Thread: Incremental backup with RSYNC or something?
Hi. I currently have a cronjob to do a full pgdump of the database every day. And then gzip it for saving to my backup drive. However, my db is now 60GB in size, so this daily operation is making less and less sense. (Some of you may think this is foolish to begin with). Question: what can I do to rsync only the new additions in every table starting 00:00:01 until 23:59:59 for each day? Searching google leads to complex things like "incremental WAL" and whatnot, or talks of stuff like pgcluster. I'm hoping there's a more straightforward core solution without additional software or PHD degrees. Many thanks for any ideas! PK
Hi, Well, the 'complex' stuff is only as there for larger or high-traffic DBs. Besides at 60GB that is a largish DB in itself and you should begin to try out a few other backup methods nonetheless. That is moreso, if you are taking entire DB backups everyday, you would save a considerable lot on (backup) storage. Anyway, as for pgdump, we have a DB 20x bigger than you mention (1.3TB) and it takes only half a day to do a pgdump+gzip (both). One thing that comes to mind, how are you compressing? I hope you are doing this in one operation (or at least piping pgdump to gzip before writing to disk)? -- Robins Tharakan On 11/13/2011 05:08 PM, Phoenix Kiula wrote: > Hi. > > I currently have a cronjob to do a full pgdump of the database every > day. And then gzip it for saving to my backup drive. > > However, my db is now 60GB in size, so this daily operation is making > less and less sense. (Some of you may think this is foolish to begin > with). > > Question: what can I do to rsync only the new additions in every table > starting 00:00:01 until 23:59:59 for each day? > > Searching google leads to complex things like "incremental WAL" and > whatnot, or talks of stuff like pgcluster. I'm hoping there's a more > straightforward core solution without additional software or PHD > degrees. > > Many thanks for any ideas! > PK >
On Sun, Nov 13, 2011 at 8:42 PM, Robins Tharakan <robins.tharakan@comodo.com> wrote: > Hi, > > Well, the 'complex' stuff is only as there for larger or high-traffic DBs. > Besides at 60GB that is a largish DB in itself and you should begin to try > out a few other backup methods nonetheless. That is moreso, if you are > taking entire DB backups everyday, you would save a considerable lot on > (backup) storage. Thanks. I usually keep only the last 6 days of it. And monthly backups as of Day 1. So it's not piling up or anything. What "other methods" do you recommend? That was in fact my question. Do I need to install some modules? > Anyway, as for pgdump, we have a DB 20x bigger than you mention (1.3TB) and > it takes only half a day to do a pgdump+gzip (both). One thing that comes to > mind, how are you compressing? I hope you are doing this in one operation > (or at least piping pgdump to gzip before writing to disk)? I'm gzipping with this command (this is my backup.sh)-- BKPFILE=/backup/pg/dbback-${DATA}.sql pg_dump MYDB -U MYDB_MYDB -f ${BKPFILE} gzip --fast ${BKPFILE} Is this good enough? Sadly, this takes up over 97% of the CPU when it's running!

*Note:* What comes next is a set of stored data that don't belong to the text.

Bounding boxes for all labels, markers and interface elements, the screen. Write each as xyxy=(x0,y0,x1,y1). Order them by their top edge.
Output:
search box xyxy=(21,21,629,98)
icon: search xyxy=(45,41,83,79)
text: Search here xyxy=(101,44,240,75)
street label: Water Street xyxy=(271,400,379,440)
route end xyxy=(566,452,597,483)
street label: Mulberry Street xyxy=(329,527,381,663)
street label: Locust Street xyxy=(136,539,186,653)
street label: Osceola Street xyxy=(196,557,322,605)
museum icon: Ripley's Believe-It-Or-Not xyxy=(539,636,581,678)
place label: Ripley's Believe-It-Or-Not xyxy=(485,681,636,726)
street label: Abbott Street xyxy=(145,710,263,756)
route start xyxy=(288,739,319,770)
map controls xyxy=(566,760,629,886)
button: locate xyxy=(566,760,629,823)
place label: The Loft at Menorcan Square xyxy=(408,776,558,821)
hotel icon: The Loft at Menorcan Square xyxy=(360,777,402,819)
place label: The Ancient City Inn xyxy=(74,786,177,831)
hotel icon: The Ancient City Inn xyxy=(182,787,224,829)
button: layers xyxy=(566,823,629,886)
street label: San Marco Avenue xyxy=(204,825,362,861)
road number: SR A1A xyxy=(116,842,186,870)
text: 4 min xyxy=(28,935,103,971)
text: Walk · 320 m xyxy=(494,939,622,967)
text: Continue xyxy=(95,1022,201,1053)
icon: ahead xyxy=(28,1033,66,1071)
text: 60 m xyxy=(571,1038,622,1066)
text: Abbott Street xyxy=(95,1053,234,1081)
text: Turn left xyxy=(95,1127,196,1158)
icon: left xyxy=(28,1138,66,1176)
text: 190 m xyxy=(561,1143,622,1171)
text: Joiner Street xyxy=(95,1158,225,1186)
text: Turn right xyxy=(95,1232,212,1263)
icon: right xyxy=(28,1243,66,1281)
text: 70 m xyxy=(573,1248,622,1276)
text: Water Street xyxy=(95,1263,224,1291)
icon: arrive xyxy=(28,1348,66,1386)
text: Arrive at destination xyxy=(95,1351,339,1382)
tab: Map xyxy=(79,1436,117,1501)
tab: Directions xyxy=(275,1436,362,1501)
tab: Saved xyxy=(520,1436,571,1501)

> What "other methods" do you recommend? That was in fact my question. > Do I need to install some modules? Well depending on your PG version you could read up about the various backup methods. I believe you'll be interested in 24.3 there when you ask for WAL archiving. The good thing is, its useful for DBs much bigger and especially for those that 'cant' go down for even a minute, but yes it has its trade-offs. (Its not that bad actually, but its a call you need to take). http://www.postgresql.org/docs/8.4/static/backup.html > I'm gzipping with this command (this is my backup.sh)-- > > > BKPFILE=/backup/pg/dbback-${DATA}.sql > pg_dump MYDB -U MYDB_MYDB -f ${BKPFILE} > gzip --fast ${BKPFILE} You could club the pgdump / gzip in one step, thereby avoiding extra writes to disk. The URL below should help you on that (pgdump dbname | gzip > file.gz) http://www.postgresql.org/docs/8.4/static/backup-dump.html#BACKUP-DUMP-LARGE You could also do a pg_dump -Fc | gzip -1 -c > dumpfile.gz at the cost of a slightly larger (but faster backup). -- Robins Tharakan
> You could also do a > > pg_dump -Fc | gzip -1 -c > dumpfile.gz > > at the cost of a slightly larger (but faster backup). Actually if you're going this route, you could skip even the pg_dump compression as well... pg_dump db | gzip -1 -c > dumpfile.gz -- Robins Tharakan
pg_dump -Fc already compresses, no need to pipe through gzip
On Nov 13, 2011 7:39 PM, "Phoenix Kiula"
>
> Question: what can I do to rsync only the new additions in every table
> starting 00:00:01 until 23:59:59 for each day?
You can't really. You can rsync the whole thing and it can be faster, but you can't really just copy the last changes as a diff.
That's because Pg writes all over the data files, it doesn't just append. There isn't any 'last changed timestamp' on records, and even if there were Pg would have no way to know which records to delete in the replication target.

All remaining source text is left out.